2

I am utilizing WebBrowser in multiple threads, however, after some executions (from 50 to 10000+) I get Access Violation Exception.

The related parts of the code:

Starting thread:

    var thread = new Thread(() =>
    {
        ProcessingThread();
    });
    thread.SetApartmentState(ApartmentState.STA);
    thread.Start();

Processing Thread:

void ProcessingThread()
{
    WebBrowser webBrowser = new WebBrowser();
    webBrowser.ScriptErrorsSuppressed = true;
    while (!Shutdown)
    {
        string htmlstring = GetHTMLString();
        webBrowser.DocumentText = htmlstring;
        webBrowser.Document.OpenNew(true);
        webBrowser.Document.Write(htmlstring);
        webBrowser.Refresh();
        HtmlDocument doc = webBrowser.Document;

        //Do Work
    }
}

There are usually from 2 to 8 such threads running at the same time.

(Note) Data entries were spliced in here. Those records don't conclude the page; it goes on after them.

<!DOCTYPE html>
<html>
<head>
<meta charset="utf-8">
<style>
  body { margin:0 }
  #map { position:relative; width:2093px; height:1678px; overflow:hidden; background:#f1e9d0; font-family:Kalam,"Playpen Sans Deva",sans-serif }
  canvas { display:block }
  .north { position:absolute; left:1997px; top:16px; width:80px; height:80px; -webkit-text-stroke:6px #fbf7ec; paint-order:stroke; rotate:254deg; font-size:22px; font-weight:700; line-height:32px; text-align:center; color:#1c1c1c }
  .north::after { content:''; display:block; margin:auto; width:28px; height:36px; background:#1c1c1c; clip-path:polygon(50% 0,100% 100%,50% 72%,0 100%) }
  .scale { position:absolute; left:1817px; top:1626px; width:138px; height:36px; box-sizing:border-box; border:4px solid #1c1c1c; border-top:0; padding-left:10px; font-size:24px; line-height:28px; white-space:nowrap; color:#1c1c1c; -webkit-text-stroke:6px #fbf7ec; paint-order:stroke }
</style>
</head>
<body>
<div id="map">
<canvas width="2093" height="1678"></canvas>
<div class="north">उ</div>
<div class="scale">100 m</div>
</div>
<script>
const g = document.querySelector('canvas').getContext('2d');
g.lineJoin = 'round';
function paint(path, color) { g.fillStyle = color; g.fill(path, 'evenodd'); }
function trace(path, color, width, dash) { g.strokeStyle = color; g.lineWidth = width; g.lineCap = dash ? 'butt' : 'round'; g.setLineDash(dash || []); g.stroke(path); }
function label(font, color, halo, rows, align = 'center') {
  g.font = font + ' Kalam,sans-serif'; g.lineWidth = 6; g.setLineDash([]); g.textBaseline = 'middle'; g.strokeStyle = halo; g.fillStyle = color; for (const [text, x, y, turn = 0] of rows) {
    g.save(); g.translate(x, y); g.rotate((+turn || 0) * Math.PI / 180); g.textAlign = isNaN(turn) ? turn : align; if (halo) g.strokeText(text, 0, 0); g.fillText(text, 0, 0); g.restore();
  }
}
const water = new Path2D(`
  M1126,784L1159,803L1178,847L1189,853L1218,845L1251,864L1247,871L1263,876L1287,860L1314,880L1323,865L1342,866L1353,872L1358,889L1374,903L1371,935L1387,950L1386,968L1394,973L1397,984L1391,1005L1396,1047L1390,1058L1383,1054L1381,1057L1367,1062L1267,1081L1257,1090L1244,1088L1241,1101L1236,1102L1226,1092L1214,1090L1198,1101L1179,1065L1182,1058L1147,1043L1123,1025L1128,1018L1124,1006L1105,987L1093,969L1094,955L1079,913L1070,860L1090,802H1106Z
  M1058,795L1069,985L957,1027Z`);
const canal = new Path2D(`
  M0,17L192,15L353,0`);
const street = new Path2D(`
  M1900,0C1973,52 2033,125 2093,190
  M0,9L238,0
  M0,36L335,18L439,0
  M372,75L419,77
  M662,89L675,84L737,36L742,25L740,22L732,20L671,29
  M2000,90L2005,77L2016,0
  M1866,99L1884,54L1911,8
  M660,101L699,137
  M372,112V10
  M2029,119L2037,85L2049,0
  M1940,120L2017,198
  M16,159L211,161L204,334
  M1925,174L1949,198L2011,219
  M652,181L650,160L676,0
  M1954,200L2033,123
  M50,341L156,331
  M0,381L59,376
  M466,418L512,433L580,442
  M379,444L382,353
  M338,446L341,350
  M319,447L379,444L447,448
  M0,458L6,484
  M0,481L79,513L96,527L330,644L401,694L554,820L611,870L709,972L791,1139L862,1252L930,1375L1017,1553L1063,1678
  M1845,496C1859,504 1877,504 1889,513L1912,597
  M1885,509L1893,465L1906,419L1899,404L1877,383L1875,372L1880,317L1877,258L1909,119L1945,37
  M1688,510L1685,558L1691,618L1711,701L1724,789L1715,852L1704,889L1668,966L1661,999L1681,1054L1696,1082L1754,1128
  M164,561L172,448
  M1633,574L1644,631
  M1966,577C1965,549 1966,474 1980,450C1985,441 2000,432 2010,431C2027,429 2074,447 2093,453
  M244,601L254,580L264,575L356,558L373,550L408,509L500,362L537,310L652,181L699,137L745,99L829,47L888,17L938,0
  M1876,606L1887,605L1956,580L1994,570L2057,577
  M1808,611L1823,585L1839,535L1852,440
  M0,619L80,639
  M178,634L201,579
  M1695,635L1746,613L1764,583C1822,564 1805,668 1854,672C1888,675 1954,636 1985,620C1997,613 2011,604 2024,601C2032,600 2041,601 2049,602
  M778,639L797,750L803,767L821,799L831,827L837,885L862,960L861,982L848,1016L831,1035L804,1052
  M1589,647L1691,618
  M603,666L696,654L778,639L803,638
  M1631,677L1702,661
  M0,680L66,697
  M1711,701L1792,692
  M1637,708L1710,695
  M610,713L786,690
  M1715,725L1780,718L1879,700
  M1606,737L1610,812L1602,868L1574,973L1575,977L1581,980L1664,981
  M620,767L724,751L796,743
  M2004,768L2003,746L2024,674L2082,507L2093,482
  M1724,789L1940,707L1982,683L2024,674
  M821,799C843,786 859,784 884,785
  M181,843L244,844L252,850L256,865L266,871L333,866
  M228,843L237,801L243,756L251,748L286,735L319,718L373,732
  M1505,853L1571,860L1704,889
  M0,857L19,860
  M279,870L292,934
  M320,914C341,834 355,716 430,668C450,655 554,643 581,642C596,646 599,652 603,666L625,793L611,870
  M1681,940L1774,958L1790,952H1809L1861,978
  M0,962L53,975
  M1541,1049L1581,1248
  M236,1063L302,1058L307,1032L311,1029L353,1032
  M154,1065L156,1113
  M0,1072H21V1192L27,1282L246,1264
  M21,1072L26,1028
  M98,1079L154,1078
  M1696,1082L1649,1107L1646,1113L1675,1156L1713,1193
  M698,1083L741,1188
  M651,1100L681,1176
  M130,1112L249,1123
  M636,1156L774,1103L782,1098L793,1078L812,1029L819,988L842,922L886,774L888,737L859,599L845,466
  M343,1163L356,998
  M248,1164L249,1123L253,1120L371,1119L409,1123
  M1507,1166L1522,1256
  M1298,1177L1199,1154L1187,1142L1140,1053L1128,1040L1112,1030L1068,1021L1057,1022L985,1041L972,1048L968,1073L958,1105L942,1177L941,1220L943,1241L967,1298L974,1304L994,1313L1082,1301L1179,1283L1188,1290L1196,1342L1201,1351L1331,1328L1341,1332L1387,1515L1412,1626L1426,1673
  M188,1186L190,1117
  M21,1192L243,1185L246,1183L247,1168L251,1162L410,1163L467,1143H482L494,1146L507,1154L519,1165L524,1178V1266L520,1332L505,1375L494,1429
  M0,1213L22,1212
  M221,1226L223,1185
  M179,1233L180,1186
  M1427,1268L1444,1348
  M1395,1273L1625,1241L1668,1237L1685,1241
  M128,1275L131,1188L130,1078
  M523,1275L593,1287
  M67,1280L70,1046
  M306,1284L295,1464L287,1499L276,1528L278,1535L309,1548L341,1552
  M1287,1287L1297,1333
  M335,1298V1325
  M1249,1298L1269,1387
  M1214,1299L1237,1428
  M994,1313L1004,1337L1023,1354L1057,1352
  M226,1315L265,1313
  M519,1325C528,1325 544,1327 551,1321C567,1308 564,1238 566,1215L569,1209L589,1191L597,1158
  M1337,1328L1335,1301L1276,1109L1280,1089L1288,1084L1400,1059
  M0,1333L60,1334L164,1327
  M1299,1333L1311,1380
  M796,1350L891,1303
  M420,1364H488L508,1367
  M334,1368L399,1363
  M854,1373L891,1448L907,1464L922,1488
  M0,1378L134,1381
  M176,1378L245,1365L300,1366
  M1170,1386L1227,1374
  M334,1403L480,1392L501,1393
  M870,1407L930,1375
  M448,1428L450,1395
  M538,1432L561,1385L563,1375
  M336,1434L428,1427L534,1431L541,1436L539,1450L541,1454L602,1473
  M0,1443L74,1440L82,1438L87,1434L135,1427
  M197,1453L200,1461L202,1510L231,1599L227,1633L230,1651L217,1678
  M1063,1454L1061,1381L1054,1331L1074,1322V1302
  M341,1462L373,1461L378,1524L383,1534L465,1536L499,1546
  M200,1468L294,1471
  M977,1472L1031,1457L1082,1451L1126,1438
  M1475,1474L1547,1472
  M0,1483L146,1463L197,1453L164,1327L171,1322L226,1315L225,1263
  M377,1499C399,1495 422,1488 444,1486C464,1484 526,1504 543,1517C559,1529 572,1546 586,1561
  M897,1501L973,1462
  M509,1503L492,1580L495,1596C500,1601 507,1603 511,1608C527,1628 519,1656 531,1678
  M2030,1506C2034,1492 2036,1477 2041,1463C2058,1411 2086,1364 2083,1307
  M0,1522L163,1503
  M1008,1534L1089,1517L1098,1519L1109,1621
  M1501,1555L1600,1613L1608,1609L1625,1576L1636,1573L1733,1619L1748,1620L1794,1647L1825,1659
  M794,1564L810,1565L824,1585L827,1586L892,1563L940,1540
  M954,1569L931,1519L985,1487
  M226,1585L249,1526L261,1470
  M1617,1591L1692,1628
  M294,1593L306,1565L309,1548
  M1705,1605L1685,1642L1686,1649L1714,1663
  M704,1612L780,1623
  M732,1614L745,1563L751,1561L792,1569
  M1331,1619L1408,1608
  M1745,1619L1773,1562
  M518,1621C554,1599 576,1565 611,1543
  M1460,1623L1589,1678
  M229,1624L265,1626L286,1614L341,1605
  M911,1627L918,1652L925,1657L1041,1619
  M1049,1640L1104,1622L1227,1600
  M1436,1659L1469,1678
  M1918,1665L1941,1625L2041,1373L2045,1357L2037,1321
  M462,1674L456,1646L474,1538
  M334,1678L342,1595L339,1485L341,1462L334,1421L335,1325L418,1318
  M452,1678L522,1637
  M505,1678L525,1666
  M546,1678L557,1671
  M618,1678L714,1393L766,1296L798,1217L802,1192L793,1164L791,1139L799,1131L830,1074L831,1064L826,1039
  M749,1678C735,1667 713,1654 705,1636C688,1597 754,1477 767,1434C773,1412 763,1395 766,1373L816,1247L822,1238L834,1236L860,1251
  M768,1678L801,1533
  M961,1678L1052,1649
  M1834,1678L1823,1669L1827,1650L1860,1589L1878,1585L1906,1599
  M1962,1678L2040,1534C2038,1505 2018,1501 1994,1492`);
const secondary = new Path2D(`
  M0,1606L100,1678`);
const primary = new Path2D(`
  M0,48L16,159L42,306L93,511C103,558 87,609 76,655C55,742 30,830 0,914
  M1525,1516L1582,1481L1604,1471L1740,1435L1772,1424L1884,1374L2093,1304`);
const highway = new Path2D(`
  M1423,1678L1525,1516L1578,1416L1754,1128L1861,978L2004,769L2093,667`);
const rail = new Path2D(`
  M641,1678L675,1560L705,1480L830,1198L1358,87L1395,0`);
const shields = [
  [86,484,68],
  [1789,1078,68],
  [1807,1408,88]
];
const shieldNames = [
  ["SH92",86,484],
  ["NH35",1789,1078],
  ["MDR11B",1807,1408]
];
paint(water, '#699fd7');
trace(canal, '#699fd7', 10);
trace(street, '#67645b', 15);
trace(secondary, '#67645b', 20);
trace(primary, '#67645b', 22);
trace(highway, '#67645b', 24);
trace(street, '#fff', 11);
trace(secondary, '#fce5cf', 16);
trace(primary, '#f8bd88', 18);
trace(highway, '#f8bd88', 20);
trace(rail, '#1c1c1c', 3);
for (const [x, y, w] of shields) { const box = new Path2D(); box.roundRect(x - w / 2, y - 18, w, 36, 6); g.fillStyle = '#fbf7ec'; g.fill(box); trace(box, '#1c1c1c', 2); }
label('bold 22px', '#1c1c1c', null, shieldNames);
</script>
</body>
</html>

I constantly get Access Violation on

webBrowser.Document.OpenNew(true);

I have read many similar questions but could not find the solution to the issue of mine.

I want to figure out what is the cause and the solution for the exception.

As of now, I am using WinForms and Visual Studio 2015 Update 3.

Exception string:

Exception thrown: 'System.AccessViolationException' in System.Windows.Forms.dll

Other thing I noted is that the higher version of .NET I use the less times the thread above manages to execute before throwing the exception.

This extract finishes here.